Burgwedel und Bellevue Freundschaftsbündnisse, öffentliche Skandale und das Amt des Bundespräsidenten

Von Franz Walter

Oft trifft es im Drama der Wirklichkeit die sozialen Aufsteiger. Denn die social climbers haben in ihrem Fortkommen nicht selten das Gefühl, dass ihnen nach all den anstrengenden Wegen nun zusteht, was ihnen von Herkunft her lange vorenthalten, anderen jedoch bereits leistungslos in die Wiege gelegt wurde. Und nicht ganz wenige Politiker, die eine Scheidung hinter sich haben, fühlen sich unter Druck, jenseits von Diäten zusätzliche Einnahmequellen oder wenigstens kleinere geldwerte Erleichterungen zu erschließen. Ein öffentliches Thema ist das eher weniger, aber ein Thema im Leben der Politiker ist es sehr.

Ein Bundespräsident sollte die Reflexion im Innehalten ermöglichen

Die Aufstiegssoziologie hat schon früh festgestellt, dass gerade diejenigen aus den unteren Schichten individuell am weitesten nach oben klettern konnten, die sich ohne viel Aufhebens und ohne innere Sentimentalität von der jeweiligen Vergangenheit zu verabschieden in der Lage waren.[9] Je weniger sie sich von sozialmoralischen Geboten integrieren und einbinden ließen, desto offener bot sich ihnen die Zukunft nach vorn und oben an. Und all das, was für die weitere Strecke nicht taugte, all diejenigen, welche das Tempo nicht mitgehen konnten, wurden entsorgt bzw. zurückgelassen. Aufsteiger wechselten daher in den diversen Abschnitten ihres Karrierewegs nicht ganz selten ihre Ehepartner. Diese müssen zu den sich potenzierenden Ambitionen passen, dürfen nicht Grund für Blamage oder Stagnation sein.
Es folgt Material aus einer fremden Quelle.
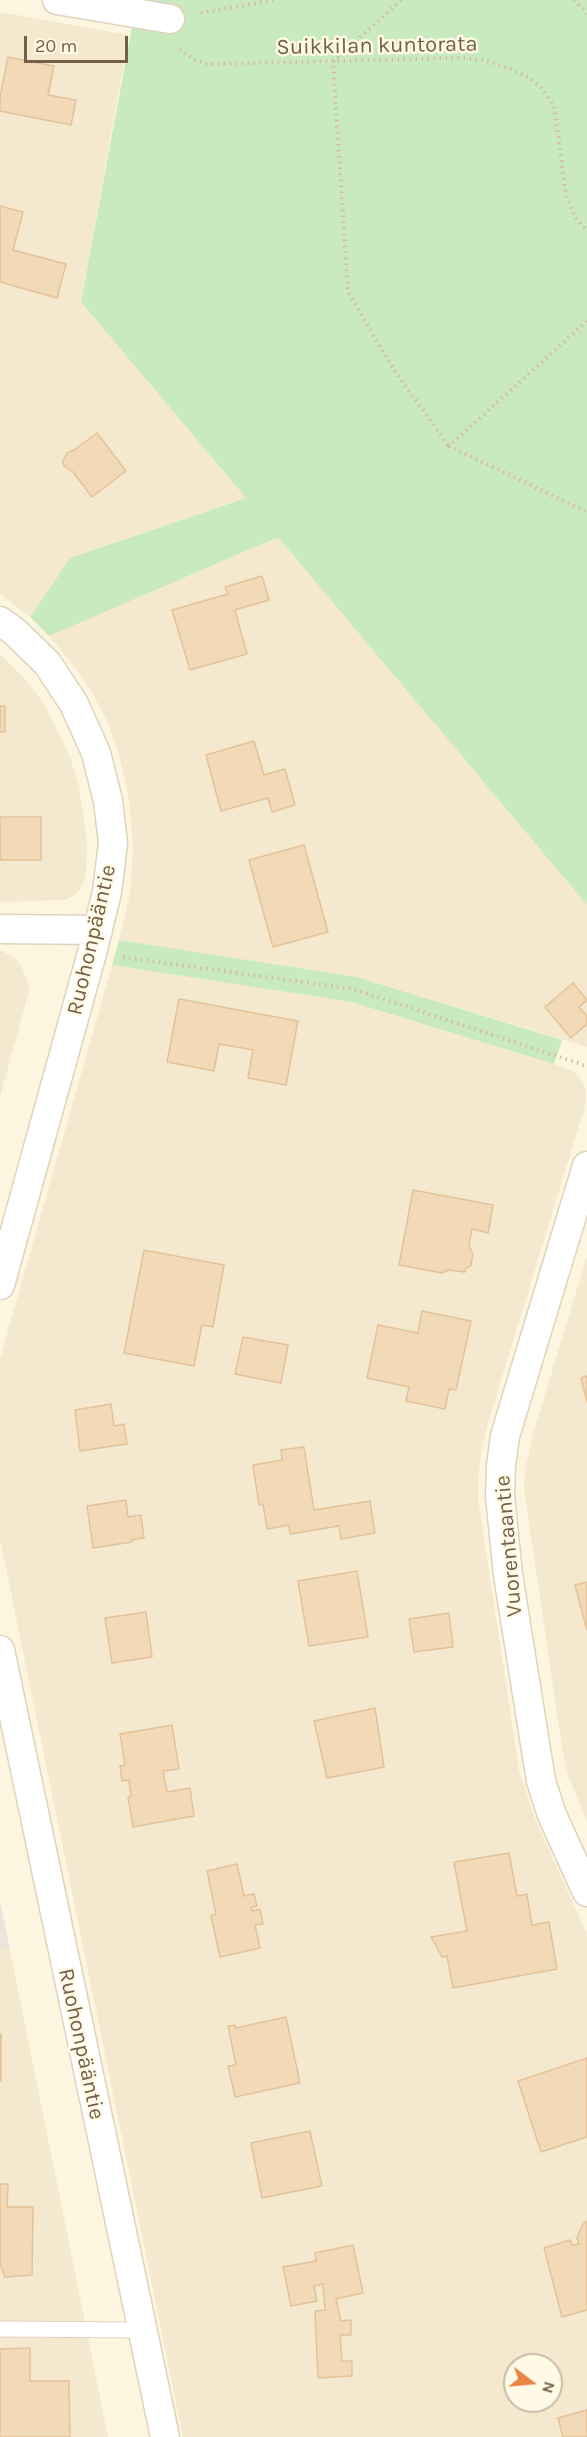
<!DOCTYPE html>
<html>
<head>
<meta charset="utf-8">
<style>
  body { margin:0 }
  #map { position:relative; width:587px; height:2437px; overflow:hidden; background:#fcf6e0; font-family:Karla,sans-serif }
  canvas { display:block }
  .north { position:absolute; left:503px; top:2353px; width:60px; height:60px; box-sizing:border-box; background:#fffae6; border:2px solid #c7bca7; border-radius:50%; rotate:106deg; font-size:16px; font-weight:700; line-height:24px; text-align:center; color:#735f48 }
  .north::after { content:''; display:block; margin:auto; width:21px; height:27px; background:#e88544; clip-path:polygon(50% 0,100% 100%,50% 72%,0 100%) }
  .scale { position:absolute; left:24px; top:36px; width:104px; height:27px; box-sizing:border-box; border:3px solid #735f48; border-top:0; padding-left:8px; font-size:18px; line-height:21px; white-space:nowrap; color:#735f48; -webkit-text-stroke:4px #fffae6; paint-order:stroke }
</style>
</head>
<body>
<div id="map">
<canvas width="587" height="2437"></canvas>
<div class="north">N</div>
<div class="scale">20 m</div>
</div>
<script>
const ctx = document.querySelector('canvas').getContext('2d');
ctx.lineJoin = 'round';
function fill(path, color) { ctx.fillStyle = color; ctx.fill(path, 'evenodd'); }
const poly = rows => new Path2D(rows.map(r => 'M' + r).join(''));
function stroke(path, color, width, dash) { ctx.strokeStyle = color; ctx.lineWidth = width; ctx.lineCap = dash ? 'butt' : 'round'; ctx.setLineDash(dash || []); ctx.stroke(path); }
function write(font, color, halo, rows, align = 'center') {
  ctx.font = font + ' Karla,sans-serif'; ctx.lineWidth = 5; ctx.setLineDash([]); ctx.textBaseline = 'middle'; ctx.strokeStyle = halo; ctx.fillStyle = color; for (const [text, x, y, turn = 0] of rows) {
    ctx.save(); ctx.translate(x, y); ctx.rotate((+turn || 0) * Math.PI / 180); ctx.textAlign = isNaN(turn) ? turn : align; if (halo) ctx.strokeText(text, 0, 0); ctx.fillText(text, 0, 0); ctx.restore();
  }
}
fill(poly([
  [0,12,129,35,81,302,246,498,70,558,30,617,0,594],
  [278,536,587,905,587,1047,357,977,119,940,130,893,133,845,129,799,119,755,107,721,91,691,71,662,49,636],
  [0,654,26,680,44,704,70,757,79,786,87,844,86,874,83,884,77,893,66,900,0,902],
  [0,950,15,958,21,965,28,982,29,991,0,1097],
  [112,965,351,1002,564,1067,575,1073,583,1082,586,1093,585,1106,488,1423,482,1446,478,1481,478,1498,519,1770,536,1821,587,1934,587,2437,183,2437,0,1539,0,1359],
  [515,2365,551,2365,551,2401,515,2401],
  [587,1256,587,1822,568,1775,562,1747,524,1489,525,1471,532,1437],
  [0,1949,10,1949,108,2437,0,2437]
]), '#f4e9cf');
fill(poly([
  [0,1901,10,1949,0,1949]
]), '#ebe5dc');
fill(poly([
  [137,0,587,0,587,905,278,537,49,636,30,617,70,558,246,498,81,302],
  [119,940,357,977,562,1040,554,1064,351,1002,112,965]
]), '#c9e9bf');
const building = poly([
  [8,57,54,66,48,95,76,100,71,125,0,111,0,97,8,57],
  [0,206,23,212,13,250,66,264,57,298,0,282,0,206],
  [97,433,126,471,92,497,73,472,64,466,63,461,67,453,74,450,97,433],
  [262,576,269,600,235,610,247,654,190,670,172,610,228,594,225,587,262,576],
  [0,706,5,706,5,732,0,732,0,706],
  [254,741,264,775,285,769,295,805,272,812,268,798,221,811,206,755,254,741],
  [0,817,41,817,41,860,0,860,0,817],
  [304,845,328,932,273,947,249,860,304,845],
  [573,983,587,1000,579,1007,587,1016,587,1024,571,1038,545,1007,573,983],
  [179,999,298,1021,286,1085,248,1078,253,1050,219,1044,214,1071,167,1062,179,999],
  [413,1190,493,1205,488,1233,472,1229,469,1246,473,1254,471,1266,466,1268,465,1272,448,1270,442,1273,399,1265,413,1190],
  [144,1250,224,1265,213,1327,202,1325,194,1366,124,1353,144,1250],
  [422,1311,471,1321,456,1390,449,1389,445,1409,406,1401,409,1387,367,1378,378,1325,418,1333,422,1311],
  [243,1337,288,1345,281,1383,235,1374,243,1337],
  [587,1376,587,1402,581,1378,587,1376],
  [111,1404,114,1426,124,1424,127,1444,80,1451,75,1410,111,1404],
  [304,1447,314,1510,370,1501,375,1533,341,1539,339,1526,290,1534,289,1525,267,1529,263,1504,259,1505,253,1465,282,1460,281,1450,304,1447],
  [126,1500,128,1517,141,1515,144,1538,131,1540,132,1542,93,1548,87,1506,126,1500],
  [357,1571,368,1637,309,1646,298,1581,357,1571],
  [587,1582,587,1630,575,1585,587,1582],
  [146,1612,152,1657,112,1663,105,1618,146,1612],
  [449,1613,453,1647,414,1652,409,1619,449,1613],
  [375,1708,384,1767,327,1778,314,1721,375,1708],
  [172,1725,179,1769,163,1771,167,1792,190,1788,194,1816,133,1827,128,1797,131,1796,129,1780,122,1781,120,1766,125,1765,120,1734,172,1725],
  [509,1853,517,1896,527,1894,532,1925,549,1922,557,1969,453,1988,447,1956,442,1957,431,1937,467,1931,454,1862,509,1853],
  [237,1864,244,1896,254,1894,257,1906,251,1907,252,1911,260,1909,263,1924,255,1925,260,1948,220,1957,211,1916,216,1914,207,1871,237,1864],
  [286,2017,300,2083,235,2097,228,2066,236,2065,228,2026,235,2025,236,2028,286,2017],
  [0,2034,1,2034,1,2081,0,2081,0,2034],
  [587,2058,587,2137,541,2152,518,2081,587,2058],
  [310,2131,322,2186,262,2198,251,2143,310,2131],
  [0,2184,8,2184,7,2207,33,2207,32,2275,5,2277,0,2264,0,2184],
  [587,2221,587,2310,562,2317,544,2248,570,2240,572,2245,579,2244,577,2238,583,2224,587,2221],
  [353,2245,363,2293,336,2299,341,2321,351,2320,351,2335,340,2335,342,2361,352,2361,352,2376,318,2378,315,2311,325,2310,323,2284,314,2286,317,2301,291,2306,283,2267,316,2261,315,2253,353,2245],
  [30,2348,30,2381,69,2381,70,2437,0,2437,0,2349,30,2348],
  [587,2410,587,2437,563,2437,558,2418,587,2410]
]);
fill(building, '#f2d9b8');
stroke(building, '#e4c298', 1.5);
const service = poly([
  [0,2329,141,2330]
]);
const minor = poly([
  [57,0,170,19],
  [0,621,15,632,47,663,74,704,96,753,108,801,113,843,107,892,92,953,0,1285],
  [0,929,98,930],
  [587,1166,505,1436,501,1466,500,1496,508,1575,541,1781,552,1815,587,1892],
  [0,1650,165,2437]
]);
stroke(service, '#e0d3bc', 17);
stroke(minor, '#e0d3bc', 31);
stroke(poly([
  [401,0,333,62,348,292,394,370,449,446],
  [574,0,587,14],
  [201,13,274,0],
  [180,49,194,60,208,64,459,58,484,60,511,69,530,78,542,88,554,106,566,195,575,217,587,231],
  [587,321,449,446,587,512],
  [123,957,353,989,587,1066]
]), '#d6bc9b', 4, [1.5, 4.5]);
stroke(service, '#fff', 15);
stroke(minor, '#fff', 28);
write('22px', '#735f48', '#fffae6', [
  ["Suikkilan kuntorata",377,46,-1],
  ["Ruohonpääntie",92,940,-77],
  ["Vuorentaantie",509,1546,-95],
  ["Ruohonpääntie",81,2044,78]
]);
</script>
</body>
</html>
Doch wäre es ganz falsch, das Thema auf eine soziale Gruppe zu beschränken und damit die Politik und ihre Systeme zu entlasten. Politologen pflegen die politische Technik wechselseitiger Unterstützung als »Akkomodierung« zu bezeichnen.[10] Akkomodierung soll heißen, dass sich die handelnden Figuren in Parteien, Verwaltungen und Verbänden über Interessenausgleich und gegenseitig nützliche Tauschvorgänge miteinander vereinbaren. Nicht Konflikt, nicht Wettbewerb, nicht Konkurrenz werden angestrebt, sondern Formen des Übereinkommens durch gütliche Arrangements, gegenseitige Patronage und sicherheitsspendende Versorgung. Bezeichnenderweise treten die Akkomodierer allesamt dezidiert pragmatisch auf. Ideologie, Programm, Weltanschauungen sind ihnen suspekt und zuwider. Akkomodierung funktioniert nur in einem entpolitisierten Raum, wo »geerdete Männer«, die keinen »fixen Ideen« anhängen, sich im informellen »Freundschaftsbündnis« auf »vernünftige Lösungen« für die Kommune, das Bundesland, die Nation verständigen. Dass gerade der Entzug eines ideellen Ethos den Raum zur Selbstbereicherung und zu Vorteilsannahmen öffnen und weiten kann, haben die Akkomodierer nicht präsent. Insofern ist der öffentliche Skandal tatsächlich unverzichtbar, um den Dunkelraum von Protektionen zu durchleuchten und die stillen Einvernehmlichkeiten der oft gerühmten politischen Pragmatiker, zu denen auch der im Juni 2010 gewählte Bundespräsident zuvor als niedersächsischer Landespolitiker unzweifelhaft gehörte, der legitimen Kritik auszusetzen.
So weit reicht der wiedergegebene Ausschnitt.